EXERCISE BRIEF =
If a line in the data below holds the word "controls", copy it.
>>>
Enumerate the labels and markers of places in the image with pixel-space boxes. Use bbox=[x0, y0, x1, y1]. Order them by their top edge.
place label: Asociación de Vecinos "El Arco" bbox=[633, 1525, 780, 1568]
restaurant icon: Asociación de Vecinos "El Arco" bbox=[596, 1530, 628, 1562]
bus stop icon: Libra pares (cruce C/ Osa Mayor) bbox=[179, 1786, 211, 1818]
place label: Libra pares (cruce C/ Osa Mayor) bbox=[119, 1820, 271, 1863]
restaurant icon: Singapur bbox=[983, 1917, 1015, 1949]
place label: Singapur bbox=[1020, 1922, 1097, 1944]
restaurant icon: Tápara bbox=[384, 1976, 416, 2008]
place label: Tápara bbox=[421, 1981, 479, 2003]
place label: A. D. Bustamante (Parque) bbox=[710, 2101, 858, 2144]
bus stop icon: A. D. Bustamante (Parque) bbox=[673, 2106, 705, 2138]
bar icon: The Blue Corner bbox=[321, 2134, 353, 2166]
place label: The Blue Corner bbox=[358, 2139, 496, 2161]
<<<
>>>
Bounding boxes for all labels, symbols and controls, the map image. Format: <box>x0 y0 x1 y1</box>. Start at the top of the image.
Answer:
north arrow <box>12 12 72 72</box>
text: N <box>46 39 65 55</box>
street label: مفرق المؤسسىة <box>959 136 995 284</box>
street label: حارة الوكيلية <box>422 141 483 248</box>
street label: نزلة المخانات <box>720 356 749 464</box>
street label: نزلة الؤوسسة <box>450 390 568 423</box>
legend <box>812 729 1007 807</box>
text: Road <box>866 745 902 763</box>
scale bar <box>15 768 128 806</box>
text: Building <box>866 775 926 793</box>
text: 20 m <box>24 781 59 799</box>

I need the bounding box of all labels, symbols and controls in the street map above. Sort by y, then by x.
<<<
ANSWER FOR THIS EXERCISE =
Bounding boxes for all labels, symbols and controls, the map image. Format: <box>x0 y0 x1 y1</box>. Start at the top of the image.
I need the bounding box of all labels, symbols and controls in the street map above. Sort by y, then by x.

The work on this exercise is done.